I’ve never heard of Henry Phillips but that is not meant to be an insult to him since I don’t know or follow most comedians. So, I went into Gregori Viens “Punching Henry” blind and hoped it was funny because there’s nothing more awkward and infuriating than watching a “comedy” that’s painfully ineffectual. With help from other comedians such as Tig Notaro, J.K. Simmons, and Mark Cohen (among many others), “Punching Henry” is definitely funny. It’s not your raunchy in your face obvious funny, but a slow-simmering just beneath the skin light chuckle that unexpectedly flourishes into unrestrained belly laughs once the sting of the humor sinks in. You nearly feel dumb because the humor will pass right over you giving way to an excessive and serious case of delayed laughter. Which, in my case, made me want to watch the film again to see what all I may have missed entirely. It’s a very bittersweet moment when a film has you near enough second guessing your IQ.

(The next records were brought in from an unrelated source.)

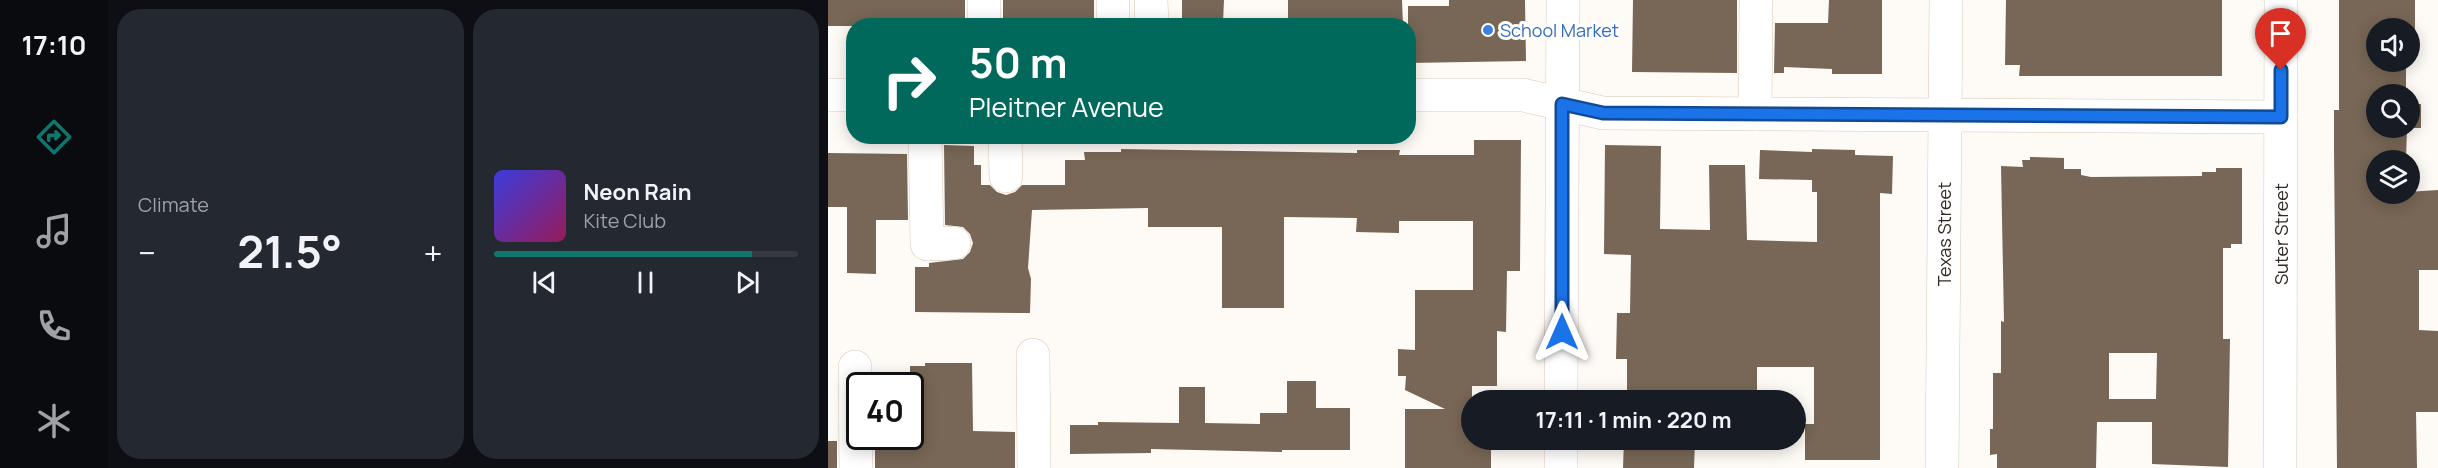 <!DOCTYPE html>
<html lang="en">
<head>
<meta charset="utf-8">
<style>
  body { margin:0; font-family:Manrope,sans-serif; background:#242831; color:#f1f3f6; height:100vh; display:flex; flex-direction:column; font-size:22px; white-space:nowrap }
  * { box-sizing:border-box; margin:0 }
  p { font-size:20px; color:#9ea1a6 }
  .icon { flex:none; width:33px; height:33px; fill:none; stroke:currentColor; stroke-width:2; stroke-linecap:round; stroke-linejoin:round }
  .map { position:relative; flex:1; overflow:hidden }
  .sheet { display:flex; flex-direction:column; gap:9px; padding:9px; background:#0d0f14; width:720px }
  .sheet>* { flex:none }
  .hud { position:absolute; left:18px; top:18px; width:570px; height:126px; border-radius:24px; box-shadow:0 3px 15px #0003; background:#00695c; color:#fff; overflow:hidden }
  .tools { position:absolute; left:1538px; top:18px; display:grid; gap:12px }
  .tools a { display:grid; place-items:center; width:54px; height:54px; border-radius:50%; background:#171b24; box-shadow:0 3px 15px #0003; font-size:30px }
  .speed { position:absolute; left:18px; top:372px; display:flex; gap:12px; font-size:30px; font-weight:700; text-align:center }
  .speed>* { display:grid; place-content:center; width:78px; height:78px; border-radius:50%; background:#171b24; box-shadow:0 3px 15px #0003; line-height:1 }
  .speed .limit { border:3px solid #111; border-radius:9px; background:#fff; color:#111 }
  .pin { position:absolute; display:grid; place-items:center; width:51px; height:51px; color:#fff; margin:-62px -26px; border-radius:50% 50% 50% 0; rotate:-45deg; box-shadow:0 0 6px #0007 }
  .pin .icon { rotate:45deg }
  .me { position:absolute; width:66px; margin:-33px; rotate:0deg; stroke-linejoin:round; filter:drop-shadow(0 0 4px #0008) }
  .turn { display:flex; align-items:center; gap:21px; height:126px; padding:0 24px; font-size:27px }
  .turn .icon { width:78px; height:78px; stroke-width:2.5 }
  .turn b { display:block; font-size:42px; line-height:51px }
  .big { font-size:45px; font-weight:700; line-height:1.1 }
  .sheet .card { flex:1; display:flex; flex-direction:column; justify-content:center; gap:9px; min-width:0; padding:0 21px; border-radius:24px; background:#242831 }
  .song { display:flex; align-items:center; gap:18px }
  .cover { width:72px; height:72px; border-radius:9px; background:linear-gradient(135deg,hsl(240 70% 55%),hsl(330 70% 35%)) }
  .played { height:6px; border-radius:3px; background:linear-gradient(90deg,#0f766e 85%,#363941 85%) }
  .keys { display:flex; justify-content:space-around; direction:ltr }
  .heat { display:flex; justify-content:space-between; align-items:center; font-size:33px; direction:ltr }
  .sheet .tiles { flex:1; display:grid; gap:9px; grid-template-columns:repeat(2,1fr) }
  .trip { position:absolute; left:633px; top:390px; width:345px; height:60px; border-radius:30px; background:#171b24; box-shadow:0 3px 15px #0003; font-weight:700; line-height:60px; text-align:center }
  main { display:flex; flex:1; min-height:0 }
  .menu { display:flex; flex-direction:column; width:108px; justify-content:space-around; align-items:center; background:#090b0e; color:#9ea1a6 }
  .menu .icon { width:42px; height:42px }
  .menu .active { color:#0f766e }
  .menu b { font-size:27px; color:#f1f3f6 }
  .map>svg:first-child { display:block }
  .building { fill:#786756; fill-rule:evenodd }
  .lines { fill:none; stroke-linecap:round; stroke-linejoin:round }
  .minor-casing { stroke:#dac7b4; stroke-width:34 }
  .minor { stroke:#fff; stroke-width:33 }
  .route-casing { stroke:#114b97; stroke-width:15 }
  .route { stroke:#1a73e8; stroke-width:10 }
  .shop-dot { fill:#3f7fe0; stroke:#fff; stroke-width:2 }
  .labels { text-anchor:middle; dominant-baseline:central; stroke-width:6; stroke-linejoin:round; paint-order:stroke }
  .shop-label { font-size:18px; fill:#366cbe; stroke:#fff; text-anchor:start }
  .street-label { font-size:18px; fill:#312a22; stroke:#fff }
</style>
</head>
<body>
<main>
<nav class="menu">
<b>17:10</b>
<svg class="icon active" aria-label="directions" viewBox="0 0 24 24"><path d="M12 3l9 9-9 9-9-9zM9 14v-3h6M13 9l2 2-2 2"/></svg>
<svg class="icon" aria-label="music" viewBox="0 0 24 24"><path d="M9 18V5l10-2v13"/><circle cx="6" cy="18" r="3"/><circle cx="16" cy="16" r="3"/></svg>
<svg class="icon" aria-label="phone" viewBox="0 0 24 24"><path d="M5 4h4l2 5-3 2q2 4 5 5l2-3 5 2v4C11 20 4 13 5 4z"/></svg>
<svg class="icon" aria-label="climate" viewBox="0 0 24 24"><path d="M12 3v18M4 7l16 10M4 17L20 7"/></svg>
</nav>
<section class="sheet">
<div class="tiles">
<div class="card"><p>Climate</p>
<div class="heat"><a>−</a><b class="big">21.5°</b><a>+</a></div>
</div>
<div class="card">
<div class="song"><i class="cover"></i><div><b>Neon Rain</b><p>Kite Club</p></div></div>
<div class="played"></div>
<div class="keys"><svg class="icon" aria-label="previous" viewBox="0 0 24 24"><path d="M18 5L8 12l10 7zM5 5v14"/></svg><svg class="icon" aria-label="pause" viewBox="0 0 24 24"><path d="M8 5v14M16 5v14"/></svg><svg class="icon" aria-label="next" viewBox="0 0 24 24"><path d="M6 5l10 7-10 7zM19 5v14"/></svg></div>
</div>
</div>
</section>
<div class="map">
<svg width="1610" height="468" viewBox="0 0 1610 468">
  <rect width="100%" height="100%" fill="#fefaf6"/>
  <g class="building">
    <rect x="0" y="0" width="137" height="26"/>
    <rect x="175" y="0" width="91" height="26"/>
    <polygon points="354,0 396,0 395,23 354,23"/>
    <polygon points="460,0 574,0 575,26 460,26"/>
    <polygon points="621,0 697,0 698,61 580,63 580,6 621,6"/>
    <polygon points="805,0 909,0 909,73 804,72"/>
    <polygon points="1001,0 1054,0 1054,74 1004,74 1004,69 956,67 956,73 946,73 947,23 1000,23"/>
    <polygon points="1178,0 1394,0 1394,76 1191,76 1192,65 1177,65"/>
    <polygon points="1511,0 1587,0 1587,43 1581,43 1581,28 1548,28 1548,62 1578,62 1578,94 1548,94 1548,128 1581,128 1581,104 1593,104 1593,128 1579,128 1578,160 1548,160 1548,194 1610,190 1610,270 1591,270 1591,330 1610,331 1610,412 1588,412 1589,468 1509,468 1506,148 1506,110 1511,110"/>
    <polygon points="646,140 693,140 692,271 679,271 678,332 669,331 669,386 644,386 644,440 663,440 663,468 577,468 577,409 617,409 577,390 578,376 570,376 570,349 587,350 587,290 645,290 645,221 571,221 571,233 528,232 529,218 456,217 456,308 394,308 394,227 320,227 320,208 204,210 200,268 203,279 202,313 87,312 87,267 101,267 101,263 135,259 142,252 145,243 142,234 135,227 117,225 116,145 146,146 146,165 153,165 153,185 162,185 169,192 178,195 187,192 194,185 237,185 237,160 257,160 256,152 293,152 293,149 529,153 529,150 572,150 571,155 646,155"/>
    <polygon points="777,145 833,146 832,229 882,230 881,165 917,165 919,240 989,242 989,192 984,192 984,180 931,179 932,150 984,152 984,149 1027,150 1027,155 1065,156 1064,194 1052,193 1052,460 977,460 977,424 986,424 986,367 929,367 929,392 874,391 874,400 799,400 799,359 788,359 789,313 802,313 803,255 776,254"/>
    <polygon points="0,153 79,154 80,220 48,220 48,274 19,273 19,207 0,207"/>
    <path d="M1202 157 1236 158V169H1253V175L1263 177 1374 176V172H1388V168H1414V244H1403V248H1395V339H1402L1400 467 1324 464V422H1269L1268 468H1169V454L1162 455V429H1165V373H1173V321L1176 322 1173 166 1195 167 1194 160H1202ZM1281 353H1329L1328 399H1281Z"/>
    <polygon points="97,363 144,363 145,431 187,432 187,468 47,468 47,436 82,436 82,366 97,366"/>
    <polygon points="459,381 488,381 488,408 522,408 522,450 454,450 454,452 323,449 323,453 242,454 242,425 270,425 270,422 351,423 351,387 377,387 377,423 432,424 432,413 459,413"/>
    <polygon points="796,440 867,440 866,468 795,468"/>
    <rect x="0" y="441" width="9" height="27"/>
  </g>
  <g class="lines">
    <g class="minor-casing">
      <g id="minor">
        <polyline points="156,0 156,26"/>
        <polyline points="323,0 324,26"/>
        <polyline points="285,26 285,0"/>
        <polyline points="0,95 26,95"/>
        <polyline points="580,95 695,95 775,113 1453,117"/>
        <polyline points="927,114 928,0"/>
        <polyline points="97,136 99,244 126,243"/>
        <polyline points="177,136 178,176"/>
        <polyline points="205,355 206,468"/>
        <polyline points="27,367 28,468"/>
        <polyline points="733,400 735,0"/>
        <polyline points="733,468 733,440"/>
        <polyline points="1114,468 1118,0"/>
        <polyline points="1452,468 1453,0"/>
      </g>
    </g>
    <use href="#minor" class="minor"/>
  </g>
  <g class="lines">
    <g class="route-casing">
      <polyline id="route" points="734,332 734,104 775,113 1453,117 1453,70"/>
    </g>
    <use href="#route" class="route"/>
  </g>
  <circle class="shop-dot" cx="660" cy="30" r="6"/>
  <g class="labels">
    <g class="shop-label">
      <text x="672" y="30">School Market</text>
    </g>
    <g class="street-label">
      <text transform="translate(1116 234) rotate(-90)">Texas Street</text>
      <text transform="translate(1453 234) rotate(-90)">Suter Street</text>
    </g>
  </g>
</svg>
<div class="tools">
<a><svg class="icon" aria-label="sound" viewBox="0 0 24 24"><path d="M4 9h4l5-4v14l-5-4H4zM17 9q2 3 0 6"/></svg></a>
<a><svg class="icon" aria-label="search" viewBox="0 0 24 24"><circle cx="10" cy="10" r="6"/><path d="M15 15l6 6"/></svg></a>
<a><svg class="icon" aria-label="layers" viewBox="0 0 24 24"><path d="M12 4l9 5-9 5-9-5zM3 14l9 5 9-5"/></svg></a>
</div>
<div class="speed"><div class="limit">40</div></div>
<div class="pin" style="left:1453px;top:70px;background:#d93025"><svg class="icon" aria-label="arrive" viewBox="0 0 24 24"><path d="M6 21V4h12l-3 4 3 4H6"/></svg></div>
<svg class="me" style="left:734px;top:332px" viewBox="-20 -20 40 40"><path d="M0-17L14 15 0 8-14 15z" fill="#1a73e8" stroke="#fff" stroke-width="4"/></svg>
<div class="trip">17:11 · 1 min · 220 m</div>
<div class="hud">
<div class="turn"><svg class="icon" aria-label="right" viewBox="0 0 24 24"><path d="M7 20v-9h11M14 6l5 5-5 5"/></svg><div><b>50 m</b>Pleitner Avenue</div></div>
</div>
</div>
</main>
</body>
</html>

Henry Phillips is coaxed back to L.A. by his off-kilter agent, Ellen Pinsky (Ellen Ratner), after producer Jay Warren (J.K. Simmons) is interested in making a comedy reality series based on the woeful misadventures of Henry Phillips. Henry Phillips is what some may call a “shit magnet.” The kind of guy where people shake their heads and say “only him.” “Sisyphus meets Charlie Brown,” as the near-sinister producer Jay Warren puts it. The first task is to get Henry to go viral. The folksy musician-comedian gets one of his rambling satirical songs out there but it is not what winds up going viral (unbeknownst to him). For a few fleeting moments, Henry gets to bask in the joy of going viral, thinking things are going to breakthrough for him, and then it politely collapses on him, per usual. It’s at this moment that he has to decide whether or not he wants to cash in his dignity.

Outside of trying to go viral, Henry is staying with long time friend Jillian (Tig Notaro) and her wife, Zoe (Stephanie Allynne). The couple convinces Henry to help provide them with a child via the tried and true way of reproducing instead of the overly expensive in-vitro method. Another comical misstep as he ends up doing what most teenage and college guys train themselves to do in lieu of protection.

Aside from the farcical impregnation attempt, Henry faces jeering audiences in mediocre comedy clubs, banters with a disgruntled taxi dispatcher, and gets his car stolen mere moments upon arriving in L.A. His failures are performed so delicately that Henry Phillips embodies the likable loser Jay Warren is itching to snag. While the humor in “Punching Henry” is meant be a low-key intellectual breed, it could still use a little more oomph to take it all the way. It’s enough but it’s only enough to piss me off. I want MORE!